YOUR TASK: Show the lines of the material that contain the word "Franklin".

INFORMATION:
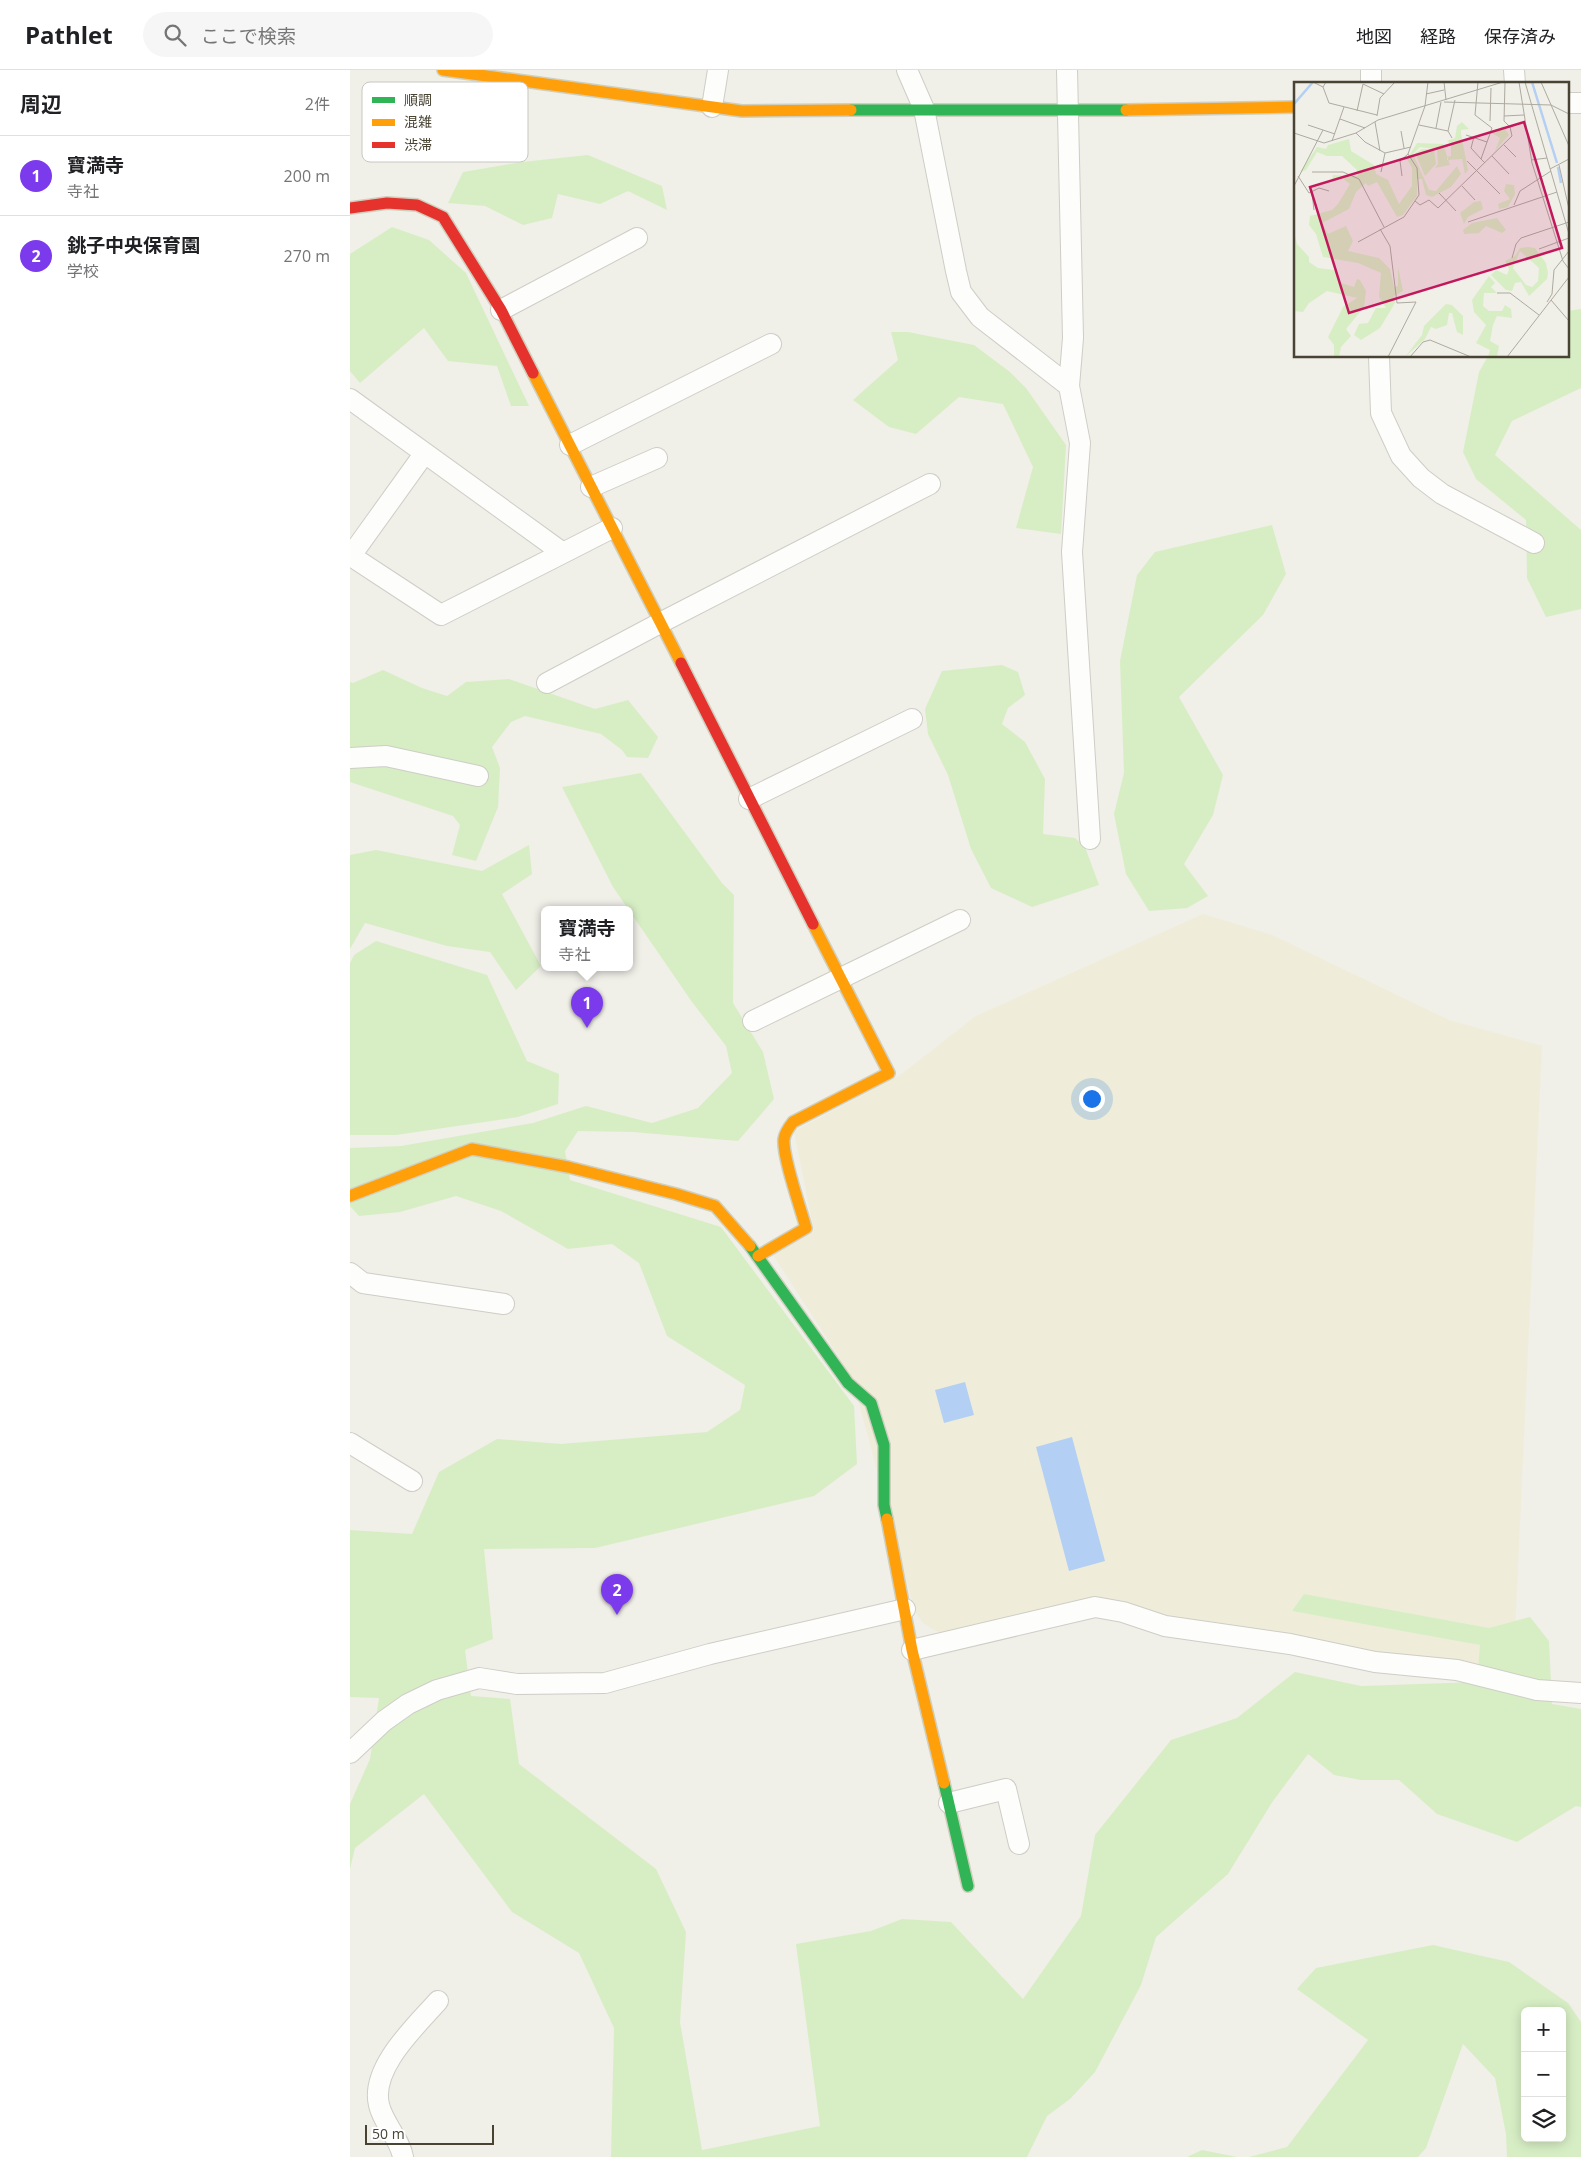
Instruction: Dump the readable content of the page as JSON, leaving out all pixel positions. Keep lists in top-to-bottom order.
{
  "legend": ["順調", "混雑", "渋滞"],
  "scale_bar": "50 m",
  "page": {
    "header": "Pathlet",
    "search": "ここで検索",
    "nav": ["地図", "経路", "保存済み"],
    "heading": ["周辺", "2件"],
    "list": [
      {
        "mark": "1",
        "name": "寶満寺",
        "note": "寺社",
        "value": "200 m"
      },
      {
        "mark": "2",
        "name": "銚子中央保育園",
        "note": "学校",
        "value": "270 m"
      }
    ],
    "popup": ["寶満寺", "寺社"],
    "pins": ["1", "2"],
    "map_buttons": ["+", "−"],
    "scale": "50 m"
  }
}
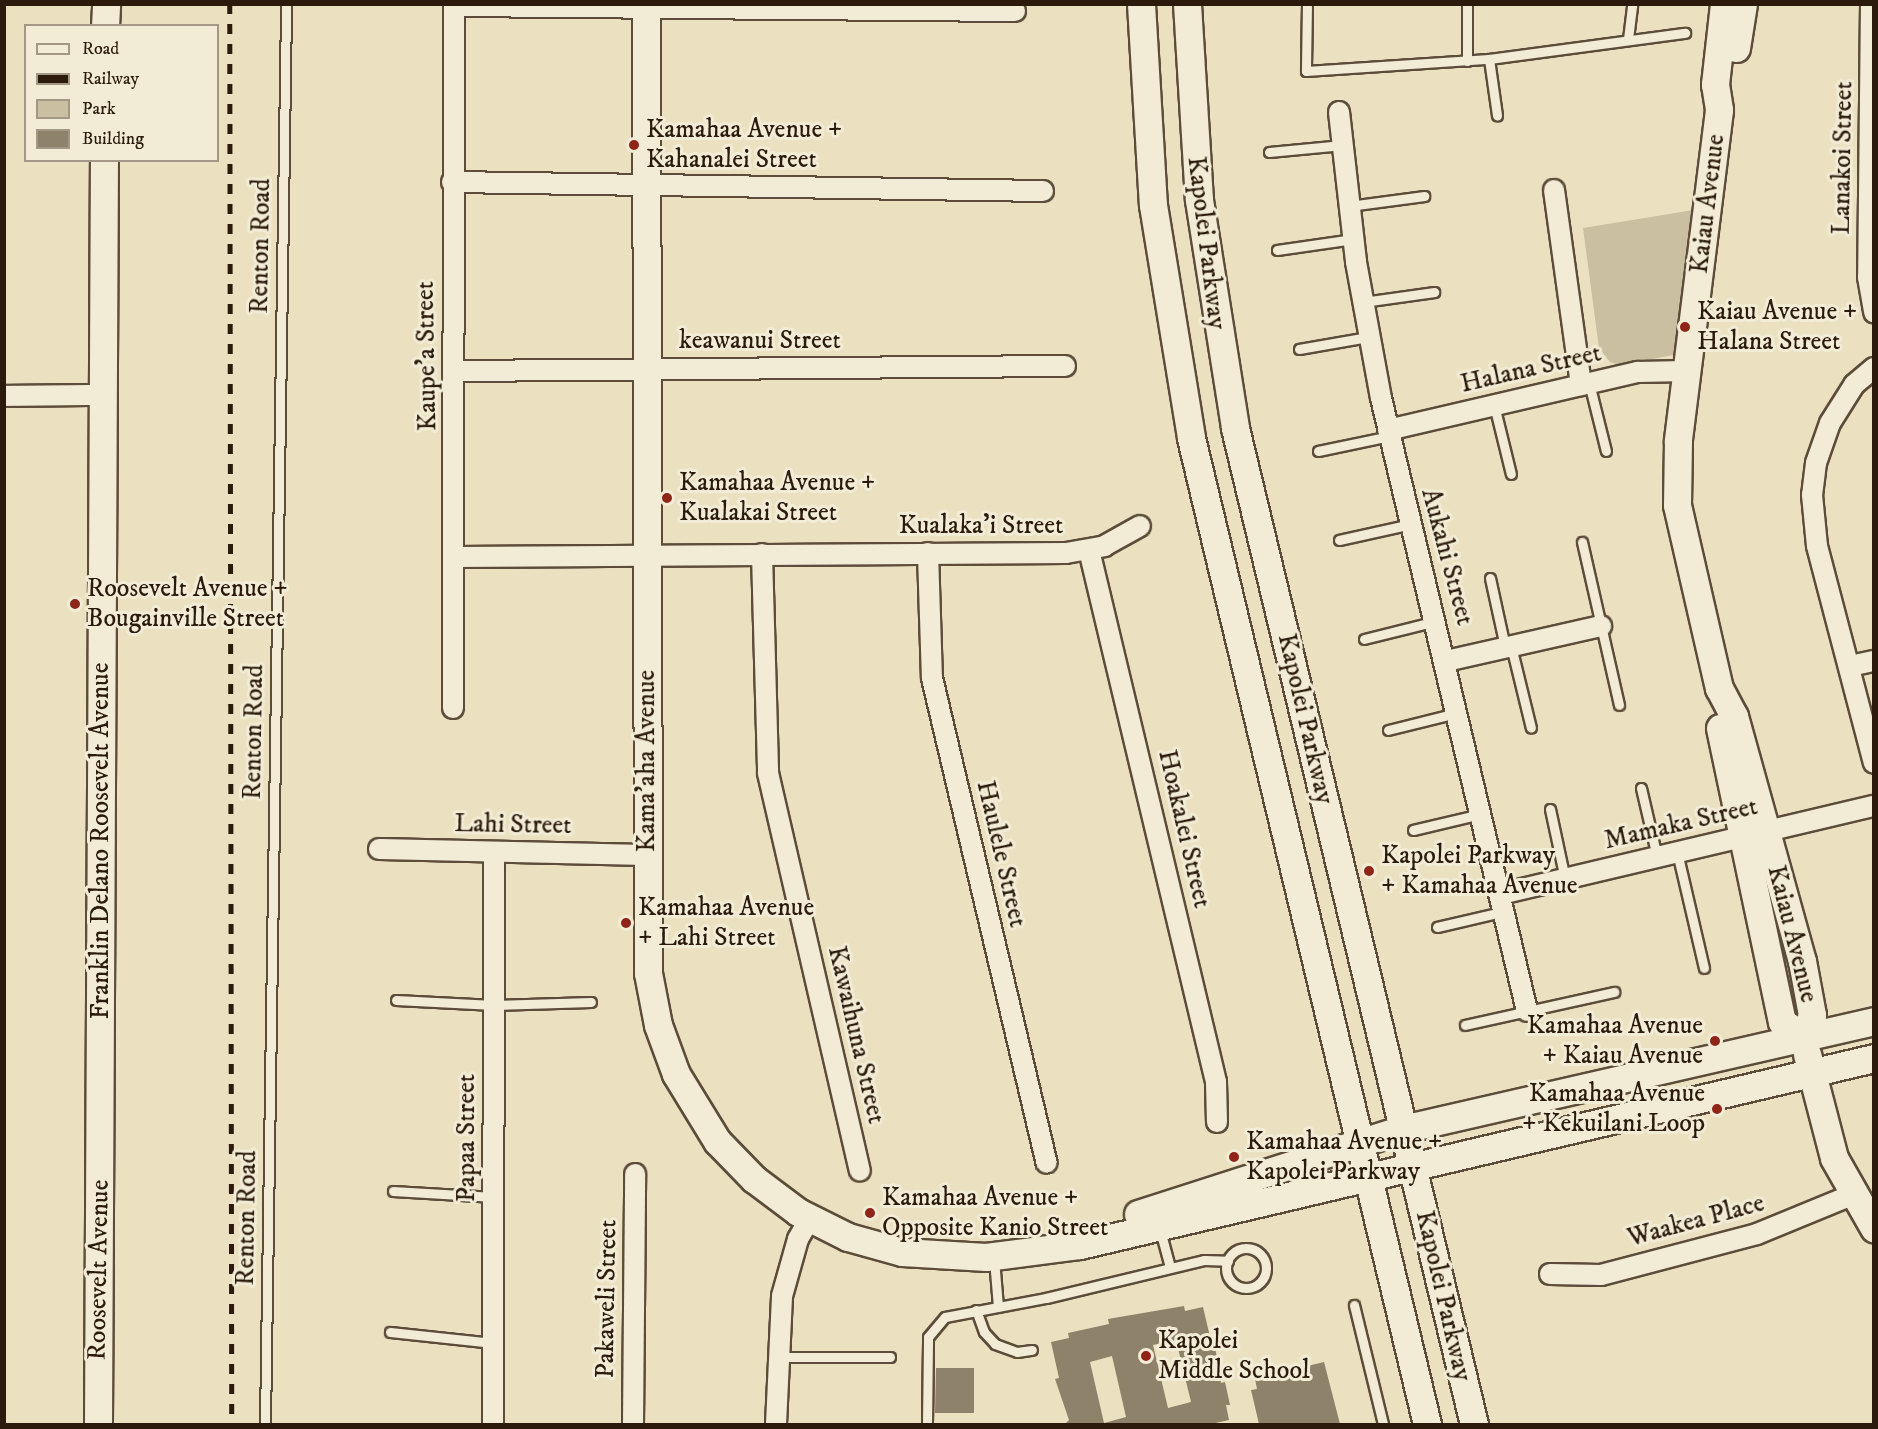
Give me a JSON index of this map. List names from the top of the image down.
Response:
{
  "streets": {
    "street": [
      "Lanakoi Street",
      "Kaiau Avenue",
      "Kapolei Parkway",
      "keawanui Street",
      "Kaupe'a Street",
      "Halana Street",
      "Kualaka'i Street",
      "Aukahi Street",
      "Kama'aha Avenue",
      "Mamaka Street",
      "Lahi Street",
      "Hoakalei Street",
      "Franklin Delano Roosevelt Avenue",
      "Haulele Street",
      "Kawaihuna Street",
      "Papaa Street",
      "Waakea Place",
      "Roosevelt Avenue",
      "Pakaweli Street"
    ],
    "lane": ["Renton Road"]
  },
  "crossings": [
    ["Kaiau Avenue", "Halana Street"],
    ["Kaiau Avenue", "Kama'aha Avenue"],
    ["Kaiau Avenue", "Mamaka Street"],
    ["Kapolei Parkway", "Kama'aha Avenue"],
    ["keawanui Street", "Kaupe'a Street"],
    ["keawanui Street", "Kama'aha Avenue"],
    ["Kaupe'a Street", "Kualaka'i Street"],
    ["Halana Street", "Aukahi Street"],
    ["Kualaka'i Street", "Kama'aha Avenue"],
    ["Kualaka'i Street", "Hoakalei Street"],
    ["Kualaka'i Street", "Haulele Street"],
    ["Kualaka'i Street", "Kawaihuna Street"],
    ["Aukahi Street", "Mamaka Street"],
    ["Kama'aha Avenue", "Lahi Street"],
    ["Lahi Street", "Papaa Street"],
    ["Franklin Delano Roosevelt Avenue", "Roosevelt Avenue"]
  ],
  "places": [
    "Kamahaa Avenue + Kahanalei Street",
    "Kaiau Avenue + Halana Street",
    "Kamahaa Avenue + Kualakai Street",
    "Roosevelt Avenue + Bougainville Street",
    "Kapolei Parkway + Kamahaa Avenue",
    "Kamahaa Avenue + Lahi Street",
    "Kamahaa Avenue + Kaiau Avenue",
    "Kamahaa Avenue + Kekuilani Loop",
    "Kamahaa Avenue + Kapolei Parkway",
    "Kamahaa Avenue + Opposite Kanio Street",
    "Kapolei Middle School"
  ],
  "legend": [
    "Road",
    "Railway",
    "Park",
    "Building"
  ]
}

PROBLEM SOLUTION:
      "Franklin Delano Roosevelt Avenue",
    ["Franklin Delano Roosevelt Avenue", "Roosevelt Avenue"]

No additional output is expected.